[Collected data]

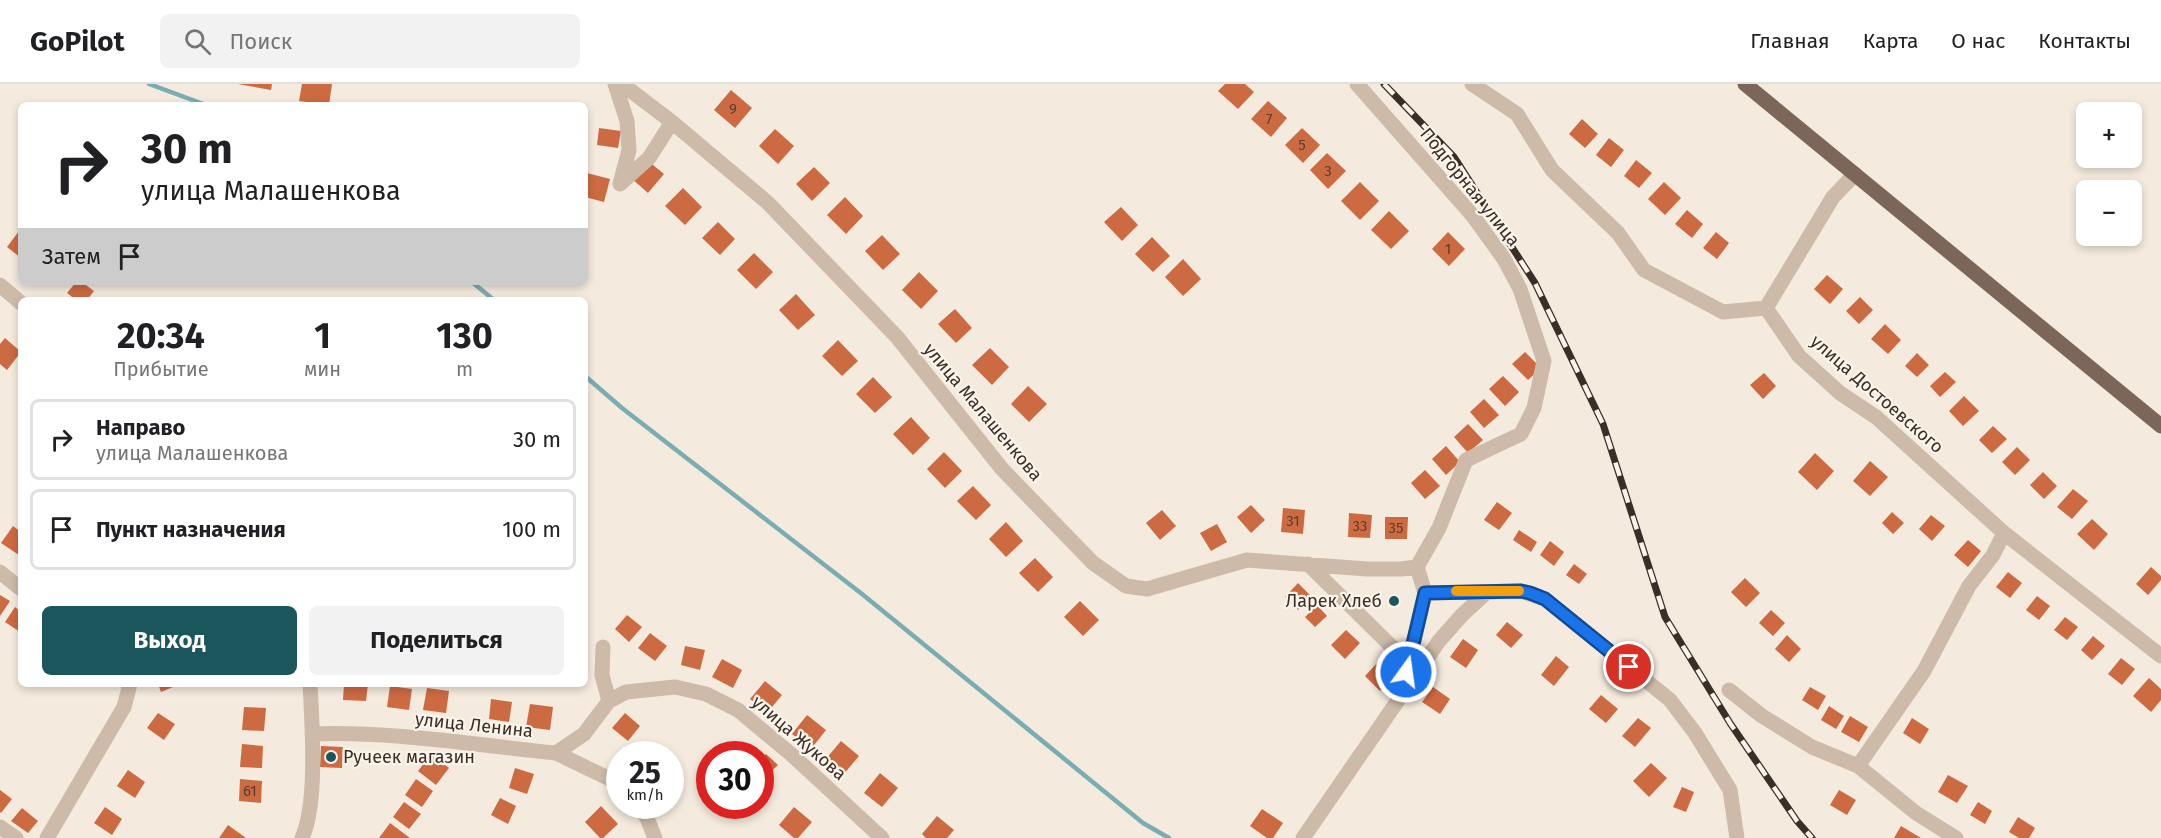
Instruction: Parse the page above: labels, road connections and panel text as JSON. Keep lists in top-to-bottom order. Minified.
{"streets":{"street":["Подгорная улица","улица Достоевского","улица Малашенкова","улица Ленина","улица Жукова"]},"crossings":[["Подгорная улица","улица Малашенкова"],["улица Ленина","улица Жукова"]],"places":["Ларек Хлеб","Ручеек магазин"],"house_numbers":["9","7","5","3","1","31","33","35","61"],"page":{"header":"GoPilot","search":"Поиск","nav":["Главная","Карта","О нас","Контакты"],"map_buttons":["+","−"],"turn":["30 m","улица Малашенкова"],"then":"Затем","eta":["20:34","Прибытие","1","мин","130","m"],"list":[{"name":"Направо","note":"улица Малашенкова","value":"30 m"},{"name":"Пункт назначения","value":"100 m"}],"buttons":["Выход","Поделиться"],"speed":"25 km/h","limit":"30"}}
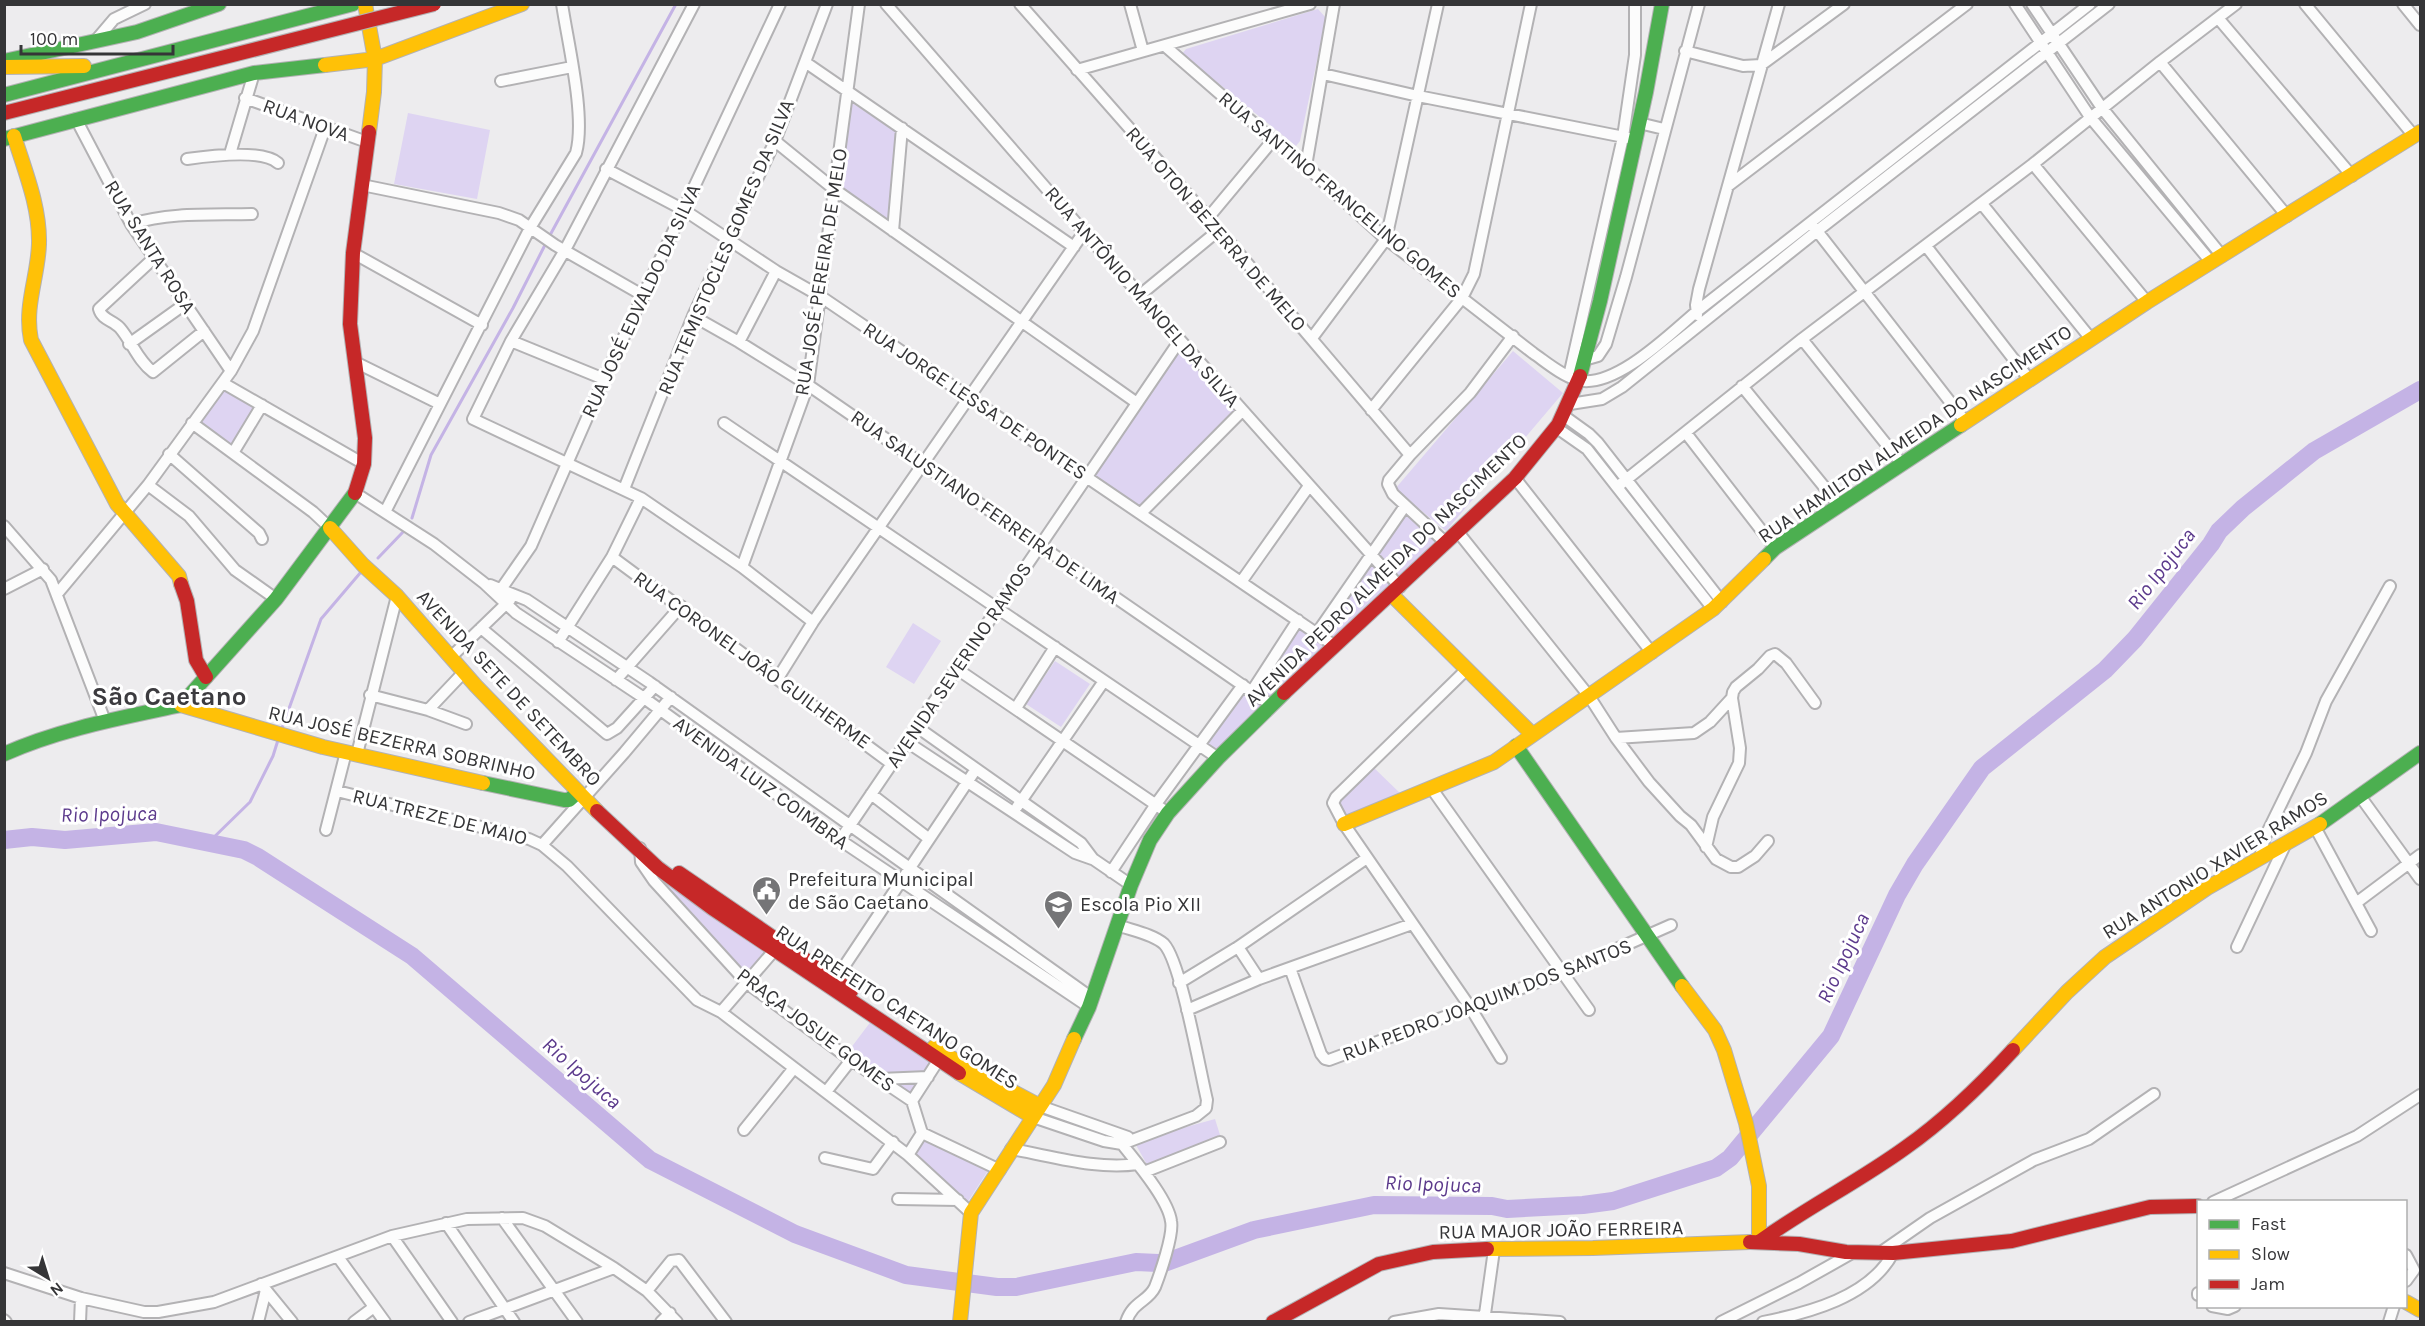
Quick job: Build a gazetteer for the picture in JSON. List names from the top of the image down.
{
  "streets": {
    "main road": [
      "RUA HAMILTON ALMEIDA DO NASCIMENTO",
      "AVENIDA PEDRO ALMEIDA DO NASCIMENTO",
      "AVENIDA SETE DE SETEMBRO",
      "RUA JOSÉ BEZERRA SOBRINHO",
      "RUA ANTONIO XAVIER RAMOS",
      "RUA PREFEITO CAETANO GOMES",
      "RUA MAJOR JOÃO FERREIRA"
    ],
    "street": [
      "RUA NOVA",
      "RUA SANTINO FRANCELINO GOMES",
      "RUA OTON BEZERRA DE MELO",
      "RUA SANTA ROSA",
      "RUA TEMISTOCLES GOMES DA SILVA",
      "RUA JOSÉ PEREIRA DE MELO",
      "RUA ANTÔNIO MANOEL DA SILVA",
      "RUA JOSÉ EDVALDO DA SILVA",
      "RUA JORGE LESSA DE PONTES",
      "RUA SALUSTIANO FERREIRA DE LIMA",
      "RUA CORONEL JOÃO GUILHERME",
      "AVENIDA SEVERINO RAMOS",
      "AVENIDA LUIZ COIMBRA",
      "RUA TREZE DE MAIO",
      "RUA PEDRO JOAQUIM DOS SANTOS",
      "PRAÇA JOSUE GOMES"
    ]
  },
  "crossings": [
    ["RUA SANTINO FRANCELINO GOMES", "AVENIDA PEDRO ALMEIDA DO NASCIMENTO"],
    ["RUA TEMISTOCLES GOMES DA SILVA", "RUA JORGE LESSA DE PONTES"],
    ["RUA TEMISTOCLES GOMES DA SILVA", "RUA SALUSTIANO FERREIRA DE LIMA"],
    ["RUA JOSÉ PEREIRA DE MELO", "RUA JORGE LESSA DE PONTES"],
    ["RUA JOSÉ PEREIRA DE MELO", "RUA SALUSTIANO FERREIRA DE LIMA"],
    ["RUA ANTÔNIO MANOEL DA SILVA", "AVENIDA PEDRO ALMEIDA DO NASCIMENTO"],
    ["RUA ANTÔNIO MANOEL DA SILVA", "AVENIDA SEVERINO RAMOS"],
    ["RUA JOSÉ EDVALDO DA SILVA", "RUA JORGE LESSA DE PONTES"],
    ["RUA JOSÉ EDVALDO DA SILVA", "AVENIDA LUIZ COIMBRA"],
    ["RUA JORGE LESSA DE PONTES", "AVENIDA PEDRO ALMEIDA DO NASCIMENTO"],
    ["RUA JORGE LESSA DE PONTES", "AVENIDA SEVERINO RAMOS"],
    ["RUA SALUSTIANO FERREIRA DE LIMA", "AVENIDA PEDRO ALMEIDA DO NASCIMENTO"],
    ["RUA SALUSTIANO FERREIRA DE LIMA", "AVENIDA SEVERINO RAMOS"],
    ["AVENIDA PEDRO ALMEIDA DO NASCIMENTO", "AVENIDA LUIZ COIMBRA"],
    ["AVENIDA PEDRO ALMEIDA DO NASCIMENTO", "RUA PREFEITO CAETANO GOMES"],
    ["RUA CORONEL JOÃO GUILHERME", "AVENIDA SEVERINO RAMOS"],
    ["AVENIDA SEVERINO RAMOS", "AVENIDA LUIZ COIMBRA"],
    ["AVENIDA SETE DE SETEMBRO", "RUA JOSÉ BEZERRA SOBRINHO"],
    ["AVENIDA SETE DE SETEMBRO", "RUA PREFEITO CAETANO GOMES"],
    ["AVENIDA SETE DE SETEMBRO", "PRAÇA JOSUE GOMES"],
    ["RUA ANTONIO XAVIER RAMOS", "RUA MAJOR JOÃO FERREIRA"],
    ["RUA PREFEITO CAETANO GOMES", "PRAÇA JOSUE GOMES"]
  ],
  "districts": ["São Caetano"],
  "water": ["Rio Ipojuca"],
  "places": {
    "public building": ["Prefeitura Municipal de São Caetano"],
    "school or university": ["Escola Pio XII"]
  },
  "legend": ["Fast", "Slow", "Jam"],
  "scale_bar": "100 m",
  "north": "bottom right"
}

=== Assignment ===
Make a list of all lines in the data that contain "PEDRO".

=== Solution to this problem ===
      "AVENIDA PEDRO ALMEIDA DO NASCIMENTO",
      "RUA PEDRO JOAQUIM DOS SANTOS",
    ["RUA SANTINO FRANCELINO GOMES", "AVENIDA PEDRO ALMEIDA DO NASCIMENTO"],
    ["RUA ANTÔNIO MANOEL DA SILVA", "AVENIDA PEDRO ALMEIDA DO NASCIMENTO"],
    ["RUA JORGE LESSA DE PONTES", "AVENIDA PEDRO ALMEIDA DO NASCIMENTO"],
    ["RUA SALUSTIANO FERREIRA DE LIMA", "AVENIDA PEDRO ALMEIDA DO NASCIMENTO"],
    ["AVENIDA PEDRO ALMEIDA DO NASCIMENTO", "AVENIDA LUIZ COIMBRA"],
    ["AVENIDA PEDRO ALMEIDA DO NASCIMENTO", "RUA PREFEITO CAETANO GOMES"],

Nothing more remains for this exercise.